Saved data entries
============
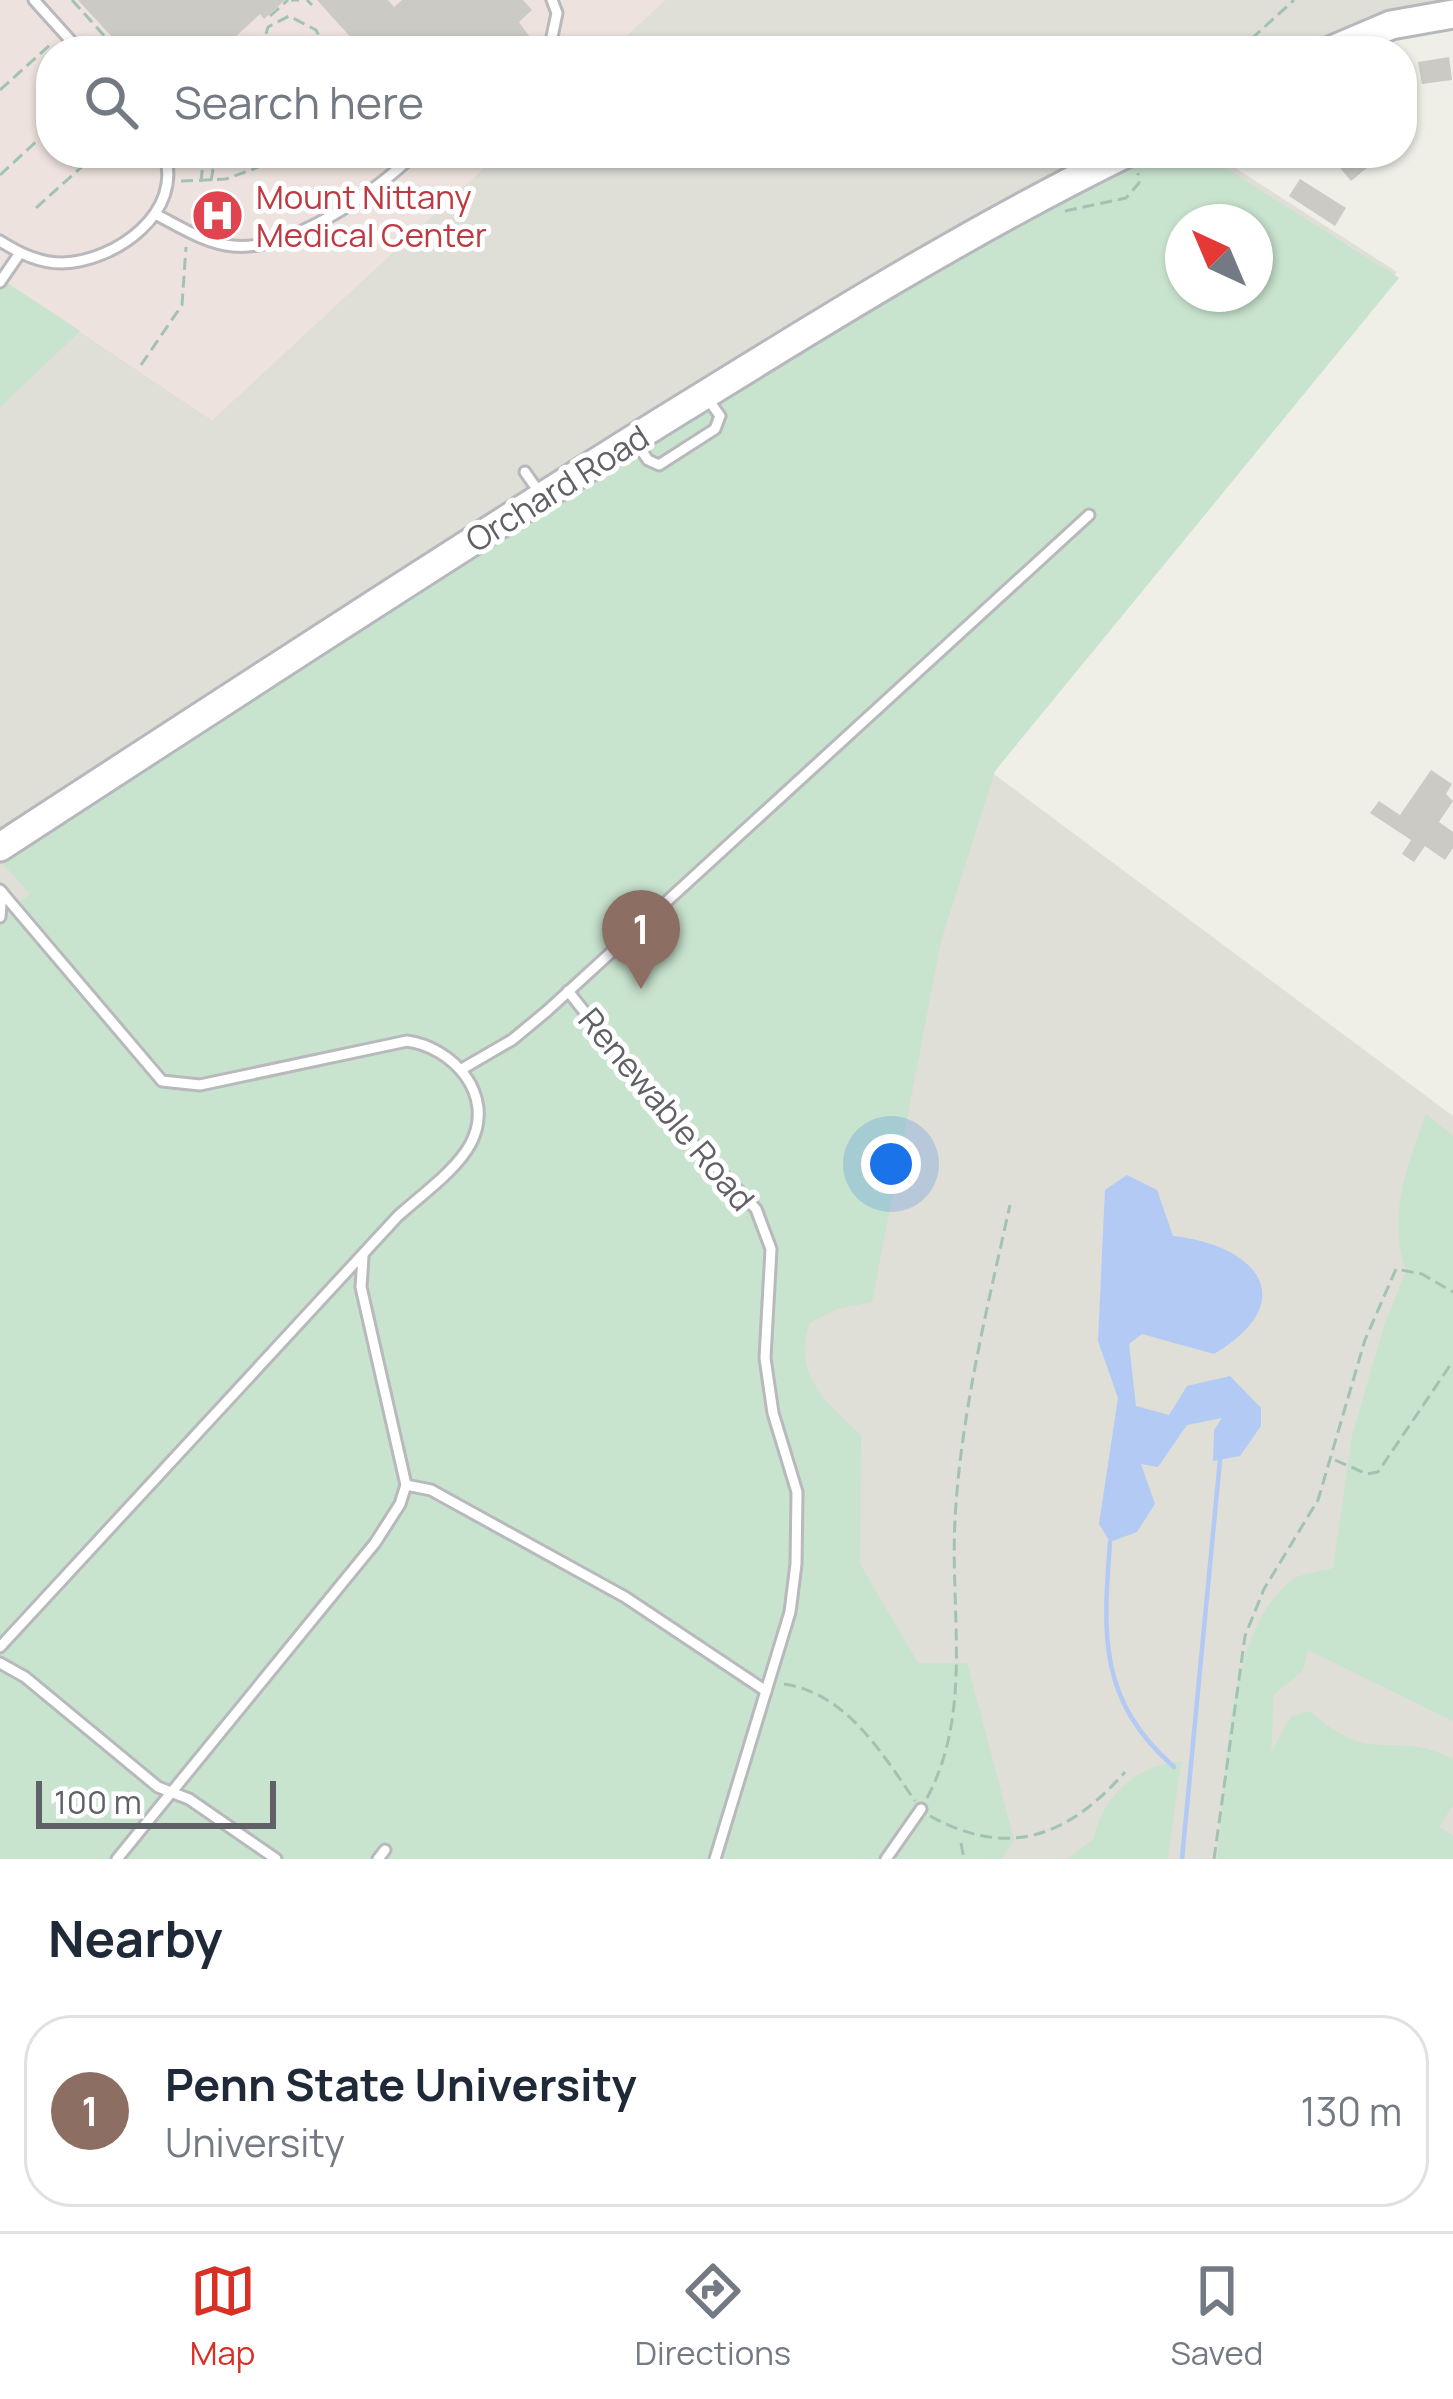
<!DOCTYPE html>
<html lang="en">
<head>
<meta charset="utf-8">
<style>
  :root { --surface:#fff; --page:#f6f6f7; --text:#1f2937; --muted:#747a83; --line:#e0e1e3; --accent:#d93025 }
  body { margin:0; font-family:Manrope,sans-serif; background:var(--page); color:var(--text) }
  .compass { position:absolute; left:1165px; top:204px; width:108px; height:108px; border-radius:50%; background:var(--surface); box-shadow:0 3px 9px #0004; rotate:316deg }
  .scale { position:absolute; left:36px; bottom:30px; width:240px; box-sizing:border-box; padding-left:12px; border:6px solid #5f6166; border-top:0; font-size:33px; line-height:42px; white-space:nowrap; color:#5f6166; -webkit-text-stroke:9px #fff; paint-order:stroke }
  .you { position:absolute; left:891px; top:1164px; width:42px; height:42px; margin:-30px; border:9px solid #fff; border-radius:50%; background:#1a73e8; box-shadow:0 0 0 18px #1a73e833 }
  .badge { display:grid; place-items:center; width:78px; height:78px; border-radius:50%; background:var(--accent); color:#fff; font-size:39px; font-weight:700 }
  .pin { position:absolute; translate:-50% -99px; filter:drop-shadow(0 3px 6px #0008) }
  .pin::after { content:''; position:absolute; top:63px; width:42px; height:36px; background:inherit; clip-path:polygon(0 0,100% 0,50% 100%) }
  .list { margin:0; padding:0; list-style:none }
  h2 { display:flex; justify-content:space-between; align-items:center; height:156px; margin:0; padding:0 48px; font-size:51px }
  h2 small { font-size:39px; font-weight:400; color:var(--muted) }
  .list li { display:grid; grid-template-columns:78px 1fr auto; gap:36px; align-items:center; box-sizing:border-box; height:192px; margin:0 24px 24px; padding:0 24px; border:3px solid var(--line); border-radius:48px }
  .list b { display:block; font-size:45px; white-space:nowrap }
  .list p { margin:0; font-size:39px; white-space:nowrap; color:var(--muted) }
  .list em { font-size:39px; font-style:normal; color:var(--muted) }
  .icon { flex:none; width:66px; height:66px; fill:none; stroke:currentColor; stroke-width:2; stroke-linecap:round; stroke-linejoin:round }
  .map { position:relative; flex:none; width:1453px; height:1859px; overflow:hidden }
  .search { position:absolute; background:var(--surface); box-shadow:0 3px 9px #0004; left:36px; right:36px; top:36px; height:132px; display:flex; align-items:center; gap:30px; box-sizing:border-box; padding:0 42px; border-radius:48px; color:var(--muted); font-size:45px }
  .sheet { height:372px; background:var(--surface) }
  nav { display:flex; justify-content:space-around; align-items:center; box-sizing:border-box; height:168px; border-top:3px solid var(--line); background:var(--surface); font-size:33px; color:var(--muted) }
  nav a { display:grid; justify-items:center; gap:6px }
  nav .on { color:var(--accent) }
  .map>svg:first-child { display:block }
  .education { fill:#dfded7; fill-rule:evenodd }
  .medical { fill:#ede2dd }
  .green { fill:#c8e3ce; fill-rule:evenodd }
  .water { fill:#b3caf4 }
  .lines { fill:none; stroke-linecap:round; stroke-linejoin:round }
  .stream { stroke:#b3caf4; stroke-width:4.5 }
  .building { fill:#cbcac5 }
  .lane-casing { stroke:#b8b8bd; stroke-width:15 }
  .secondary-casing { stroke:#b6b8bd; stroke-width:33 }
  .path { stroke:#a2c3b3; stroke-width:3; stroke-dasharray:12 6; stroke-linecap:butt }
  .lane { stroke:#fff; stroke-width:9 }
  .secondary { stroke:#fff; stroke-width:27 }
  .labels { text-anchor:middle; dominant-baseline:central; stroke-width:10; stroke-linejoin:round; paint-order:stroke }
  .health-label { font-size:33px; fill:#be3a42; stroke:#fff; text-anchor:start }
  .street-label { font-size:33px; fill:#5f6166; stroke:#fff }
</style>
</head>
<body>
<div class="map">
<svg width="1453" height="1859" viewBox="0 0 1453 1859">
  <rect width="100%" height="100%" fill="#efefe8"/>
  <!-- education -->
  <g class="education">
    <polygon points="665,0 1453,0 1453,6 1309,51 610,51"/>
    <polygon points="500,153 1106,153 963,222 0,831 0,278 212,420"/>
    <path d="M1150,153H1212L1397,272L991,772L1453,1116V1859H0V863L214,720ZM1183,222H1255V294H1183Z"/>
  </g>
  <!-- medical -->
  <polygon class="medical" points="0,0 665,0 610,51 51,51 51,153 500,153 212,420 0,278"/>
  <!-- green -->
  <g class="green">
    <path d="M1115,153H1202L1399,278L995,771L941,941L872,1302L836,1309L810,1323C791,1373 826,1403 861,1435L860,1564L918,1663H967L1014,1840L1002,1859H0V917L30,894L0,860V828ZM1183,222H1255V294H1183Z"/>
    <polygon points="0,278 80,331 0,407"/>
    <path d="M1426,1114L1453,1136V1721L1308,1650L1303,1670L1274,1695L1271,1752L1291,1717L1310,1711C1375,1770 1390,1727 1453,1759V1805L1439,1827L1453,1836V1859H1217C1227,1778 1224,1638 1289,1582C1299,1573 1320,1572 1333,1568L1352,1436L1385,1323L1406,1271C1387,1217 1407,1166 1426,1114Z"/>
    <path d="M1181,1761L1168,1859H1067L1094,1839C1103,1794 1137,1766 1181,1761Z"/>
  </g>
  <!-- water -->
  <path class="water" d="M1127,1175L1157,1190L1173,1236C1257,1245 1303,1301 1214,1354L1142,1334L1129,1344L1136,1406L1169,1415L1187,1386L1230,1376L1261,1408V1426L1240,1456L1213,1461L1214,1430L1222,1418L1187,1425L1158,1467L1141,1464L1155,1504L1137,1532L1110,1542L1099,1524L1118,1398L1098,1341L1105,1190Z"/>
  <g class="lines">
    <!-- stream -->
    <g class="stream">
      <path d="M1110,1542C1103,1635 1098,1700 1174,1767"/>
      <polyline points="1182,1859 1220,1460"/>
    </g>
  </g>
  <!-- building -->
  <g class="building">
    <polygon points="78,0 285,0 264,19 260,14 220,51 211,44 204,51 125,51"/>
    <polygon points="317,0 388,0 394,7 402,0 523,0 532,10 519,22 540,51 363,51"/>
    <polygon points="1449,57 1452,80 1422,84 1418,62"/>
    <polygon points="1350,153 1385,153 1351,181 1337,164"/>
    <polygon points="1300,179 1346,208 1335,226 1289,196"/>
    <polygon points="1431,770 1452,784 1446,794 1453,801 1439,822 1453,832 1453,848 1445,860 1425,846 1414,862 1402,854 1411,840 1370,813 1379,801 1400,815"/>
  </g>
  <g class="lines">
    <defs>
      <g id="lane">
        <polyline points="34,0 80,51"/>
        <polyline points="549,51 557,13 552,0"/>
        <path d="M155,214C179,226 206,244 233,246C289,252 378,191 415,153"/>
        <path d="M0,241C19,253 39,263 62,263C115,262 185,212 164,153"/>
        <polyline points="0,282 20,253"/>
        <polyline points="637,444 648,460 659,465 715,429 720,416 708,399"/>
        <polyline points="525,472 539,492"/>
        <path d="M0,890L162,1081L200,1085L407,1041C452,1047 496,1094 471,1143C456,1171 421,1195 398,1216L0,1647"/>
        <polyline points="0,917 2,892"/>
        <polyline points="568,991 667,1116 756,1209 771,1249 765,1358 773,1413 797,1492 796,1564 790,1612 715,1859"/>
        <polyline points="462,1069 512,1040 547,1011 1089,515"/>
        <polyline points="406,1485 431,1490 625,1597 766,1691"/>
        <polyline points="0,1663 25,1677 158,1787 189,1799 276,1859"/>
        <polyline points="117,1859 375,1543 400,1504 406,1485 361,1287 363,1257"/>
        <polyline points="378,1859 385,1850"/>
        <polyline points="886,1859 921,1809"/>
      </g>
      <g id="secondary">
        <polyline points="1330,51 1391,25 1453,14"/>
        <path d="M0,847C218,705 436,563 656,425C811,329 964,233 1127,153"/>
      </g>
    </defs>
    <!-- lane casing -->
    <use href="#lane" class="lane-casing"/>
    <!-- secondary casing -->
    <use href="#secondary" class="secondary-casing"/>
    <!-- path -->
    <g class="path">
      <polyline points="72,0 118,51"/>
      <polyline points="291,0 299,0"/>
      <polyline points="307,0 312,5"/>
      <polyline points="270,16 288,0"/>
      <polyline points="224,42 233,51"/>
      <polyline points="261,51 268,27 289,16 316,30 327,51"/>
      <polyline points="1238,51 1294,0"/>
      <polyline points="0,90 52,43"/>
      <polyline points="0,175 51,128"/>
      <polyline points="181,181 226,179 297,153"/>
      <polyline points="211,181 213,170 236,153"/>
      <polyline points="201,182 204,153"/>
      <polyline points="36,208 97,153"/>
      <polyline points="1065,211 1126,198 1139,183 1138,173"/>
      <polyline points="141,365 182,305 186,247"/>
      <polyline points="1335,1460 1367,1474 1378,1472 1453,1361"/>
      <path d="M784,1684C846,1693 882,1753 915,1801"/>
      <path d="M927,1798C973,1712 950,1614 955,1520C960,1418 988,1304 1010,1205"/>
      <path d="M930,1816C1008,1859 1068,1837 1125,1772"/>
      <polyline points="961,1843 964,1859"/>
      <polyline points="1214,1859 1245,1636 1264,1589 1318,1500 1365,1340 1396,1269 1422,1274 1453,1292"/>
    </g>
    <!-- lane -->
    <use href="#lane" class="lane"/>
    <!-- secondary -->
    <use href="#secondary" class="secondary"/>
  </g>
  <!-- icons -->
  <defs>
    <symbol id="hospital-disc" viewBox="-11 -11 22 22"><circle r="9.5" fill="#e0444e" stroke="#fff"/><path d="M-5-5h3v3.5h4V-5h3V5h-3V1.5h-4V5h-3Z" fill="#fff"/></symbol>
  </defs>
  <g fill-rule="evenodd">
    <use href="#hospital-disc" x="188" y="186" width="59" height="59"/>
  </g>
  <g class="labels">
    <!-- health labels -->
    <g class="health-label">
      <text x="256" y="196">Mount Nittany<tspan x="256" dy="38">Medical Center</tspan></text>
    </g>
    <!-- street labels -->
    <g class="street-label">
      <text transform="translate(557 488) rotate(-32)">Orchard Road</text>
      <text transform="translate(667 1109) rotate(50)">Renewable Road</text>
    </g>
  </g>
</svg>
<svg class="compass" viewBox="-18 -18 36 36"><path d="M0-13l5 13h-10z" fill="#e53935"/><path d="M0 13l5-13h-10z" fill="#747a83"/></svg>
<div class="scale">100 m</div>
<div class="you"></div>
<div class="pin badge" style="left:641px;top:989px;background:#8d6e63">1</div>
<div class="search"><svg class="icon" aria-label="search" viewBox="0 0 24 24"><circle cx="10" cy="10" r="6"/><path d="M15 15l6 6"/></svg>Search here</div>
</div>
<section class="sheet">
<h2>Nearby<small></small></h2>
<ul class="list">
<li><span class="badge" style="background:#8d6e63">1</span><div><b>Penn State University</b><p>University</p></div><em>130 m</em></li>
</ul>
</section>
<nav>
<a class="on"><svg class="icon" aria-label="map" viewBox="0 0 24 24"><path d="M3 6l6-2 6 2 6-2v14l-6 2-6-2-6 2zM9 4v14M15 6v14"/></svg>Map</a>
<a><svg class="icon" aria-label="directions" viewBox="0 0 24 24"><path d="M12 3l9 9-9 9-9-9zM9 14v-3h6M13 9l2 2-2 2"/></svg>Directions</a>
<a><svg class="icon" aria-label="saved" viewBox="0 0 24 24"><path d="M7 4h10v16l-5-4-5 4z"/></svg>Saved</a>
</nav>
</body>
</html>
============
BRIEF =
The line above containing "6 2 6-2v14l-6", the line containing "3l9 9-9 9-9-9zM9", and every line between them are to be transcribed exactly; no other line is wanted.

EXPECTED OUTPUT =
<a class="on"><svg class="icon" aria-label="map" viewBox="0 0 24 24"><path d="M3 6l6-2 6 2 6-2v14l-6 2-6-2-6 2zM9 4v14M15 6v14"/></svg>Map</a>
<a><svg class="icon" aria-label="directions" viewBox="0 0 24 24"><path d="M12 3l9 9-9 9-9-9zM9 14v-3h6M13 9l2 2-2 2"/></svg>Directions</a>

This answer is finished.